##### Supplied records #####
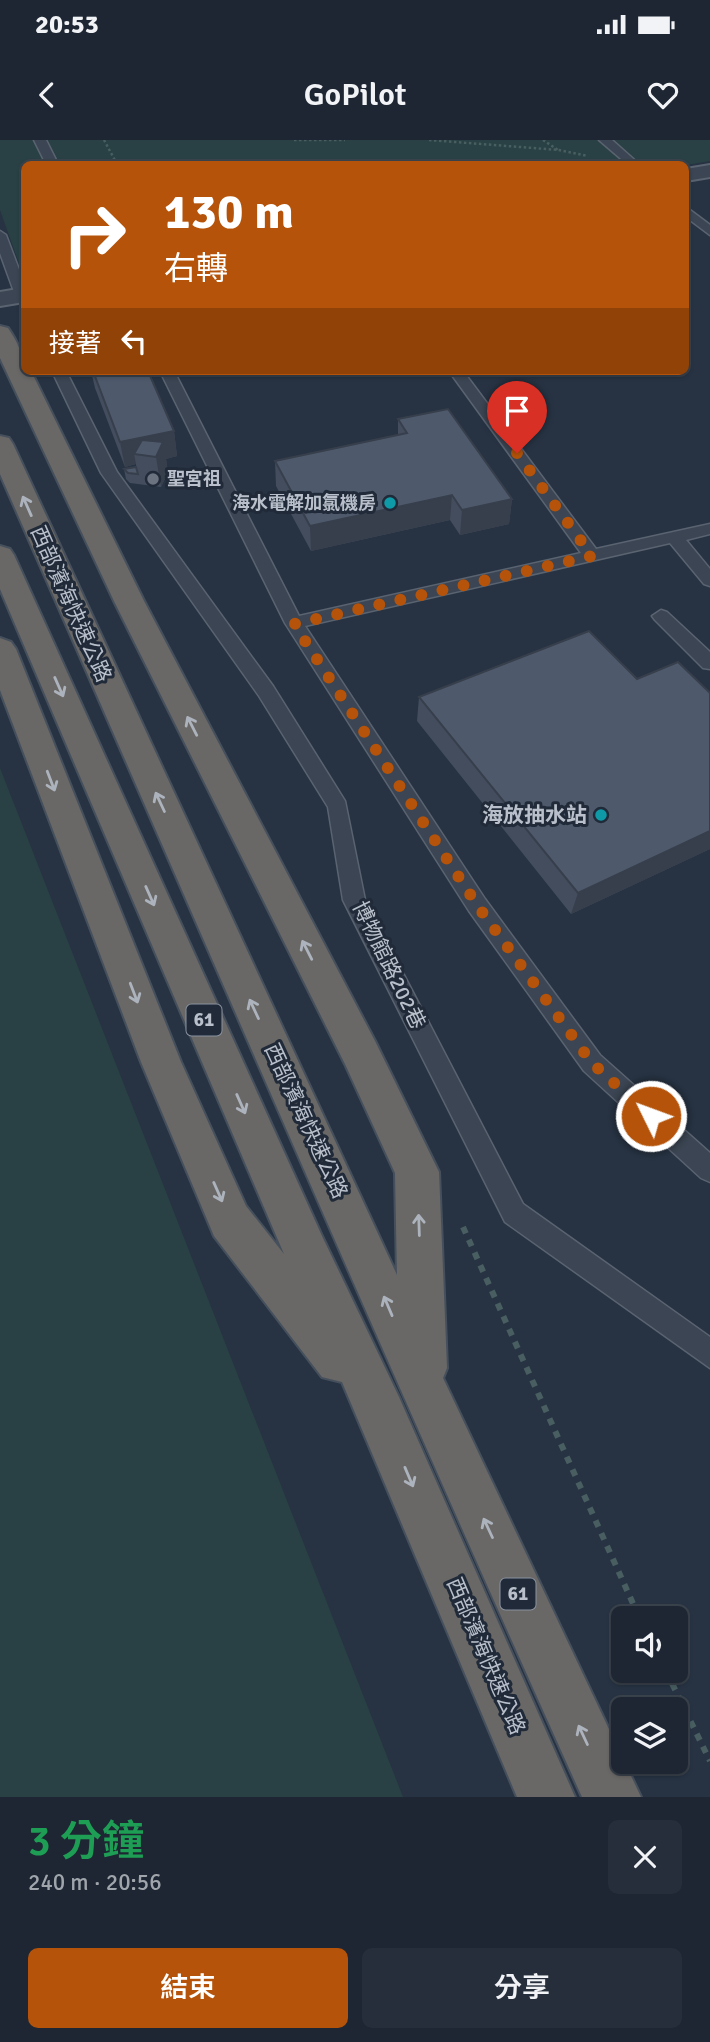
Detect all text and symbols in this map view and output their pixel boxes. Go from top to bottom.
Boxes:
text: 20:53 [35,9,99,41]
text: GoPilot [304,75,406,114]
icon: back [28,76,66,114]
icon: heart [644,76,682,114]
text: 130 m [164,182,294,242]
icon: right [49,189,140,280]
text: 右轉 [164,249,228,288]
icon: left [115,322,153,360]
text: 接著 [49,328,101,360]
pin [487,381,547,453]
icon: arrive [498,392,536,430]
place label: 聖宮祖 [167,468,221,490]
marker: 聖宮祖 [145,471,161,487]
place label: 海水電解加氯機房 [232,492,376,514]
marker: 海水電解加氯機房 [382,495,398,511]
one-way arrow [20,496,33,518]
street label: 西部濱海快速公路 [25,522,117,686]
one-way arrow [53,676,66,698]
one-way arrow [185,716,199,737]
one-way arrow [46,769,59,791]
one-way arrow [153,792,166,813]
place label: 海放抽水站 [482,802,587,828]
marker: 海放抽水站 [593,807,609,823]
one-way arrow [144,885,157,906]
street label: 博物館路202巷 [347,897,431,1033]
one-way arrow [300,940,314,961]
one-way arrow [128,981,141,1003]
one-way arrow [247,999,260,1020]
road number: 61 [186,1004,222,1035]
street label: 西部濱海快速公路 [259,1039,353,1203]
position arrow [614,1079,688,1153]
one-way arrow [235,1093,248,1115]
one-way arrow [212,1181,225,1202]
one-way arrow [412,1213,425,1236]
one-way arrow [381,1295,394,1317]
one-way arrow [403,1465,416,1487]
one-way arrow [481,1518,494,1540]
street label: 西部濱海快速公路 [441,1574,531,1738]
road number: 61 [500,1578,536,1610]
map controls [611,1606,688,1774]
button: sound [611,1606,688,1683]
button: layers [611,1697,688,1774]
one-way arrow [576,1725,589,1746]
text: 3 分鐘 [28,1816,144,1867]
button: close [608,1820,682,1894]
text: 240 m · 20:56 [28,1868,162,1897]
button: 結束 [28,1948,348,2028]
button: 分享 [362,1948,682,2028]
#####
##### Supplied records #####
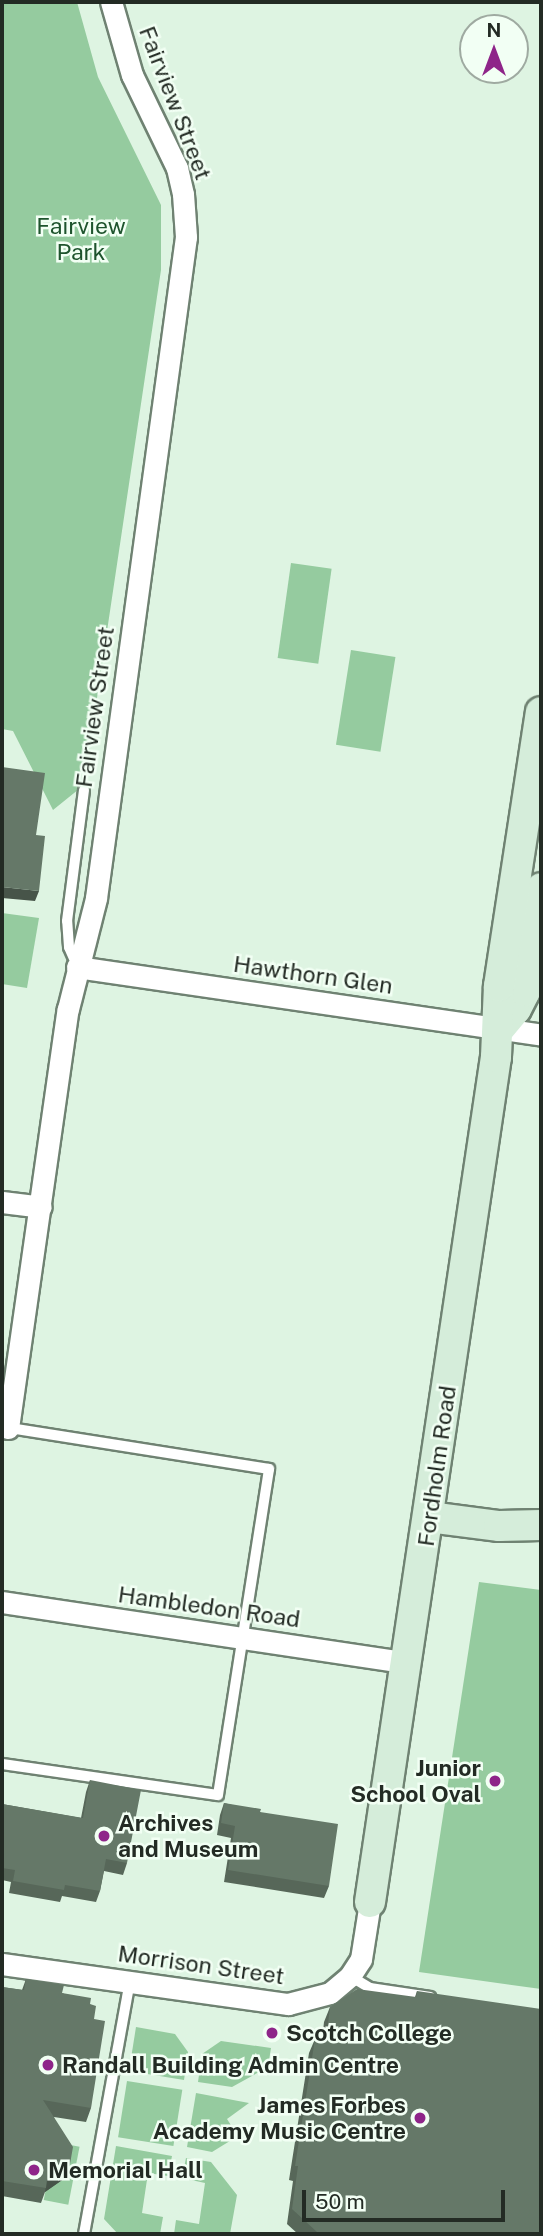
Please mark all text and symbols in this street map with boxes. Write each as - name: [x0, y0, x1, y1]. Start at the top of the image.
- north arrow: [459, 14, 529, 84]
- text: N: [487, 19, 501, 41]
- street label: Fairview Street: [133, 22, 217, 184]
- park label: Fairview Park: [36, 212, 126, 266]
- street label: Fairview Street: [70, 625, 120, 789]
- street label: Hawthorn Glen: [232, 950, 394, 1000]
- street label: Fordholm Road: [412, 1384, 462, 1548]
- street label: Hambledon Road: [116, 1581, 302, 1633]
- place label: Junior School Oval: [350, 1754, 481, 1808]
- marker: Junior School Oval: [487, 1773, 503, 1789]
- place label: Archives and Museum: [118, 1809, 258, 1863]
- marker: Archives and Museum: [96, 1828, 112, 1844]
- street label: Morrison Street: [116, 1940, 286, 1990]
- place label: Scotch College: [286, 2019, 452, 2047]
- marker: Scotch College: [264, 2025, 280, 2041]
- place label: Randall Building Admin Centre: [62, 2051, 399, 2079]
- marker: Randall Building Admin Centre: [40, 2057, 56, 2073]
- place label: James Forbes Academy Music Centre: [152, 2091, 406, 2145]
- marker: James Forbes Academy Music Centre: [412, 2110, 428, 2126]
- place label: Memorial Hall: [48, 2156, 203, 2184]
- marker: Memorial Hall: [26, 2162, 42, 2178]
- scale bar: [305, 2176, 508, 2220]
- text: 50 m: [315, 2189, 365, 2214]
#####
##### Supplied records #####
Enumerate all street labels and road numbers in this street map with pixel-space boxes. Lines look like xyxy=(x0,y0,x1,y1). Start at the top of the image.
#####
▶ **Task brief**:
Nothing but the lines with "pixel" should be returned, copied from the entries above.

▶ **Output for this task**:
Detect all text and symbols in this map view and output their pixel boxes. Go from top to bottom.
Enumerate all street labels and road numbers in this street map with pixel-space boxes. Lines look like xyxy=(x0,y0,x1,y1). Start at the top of the image.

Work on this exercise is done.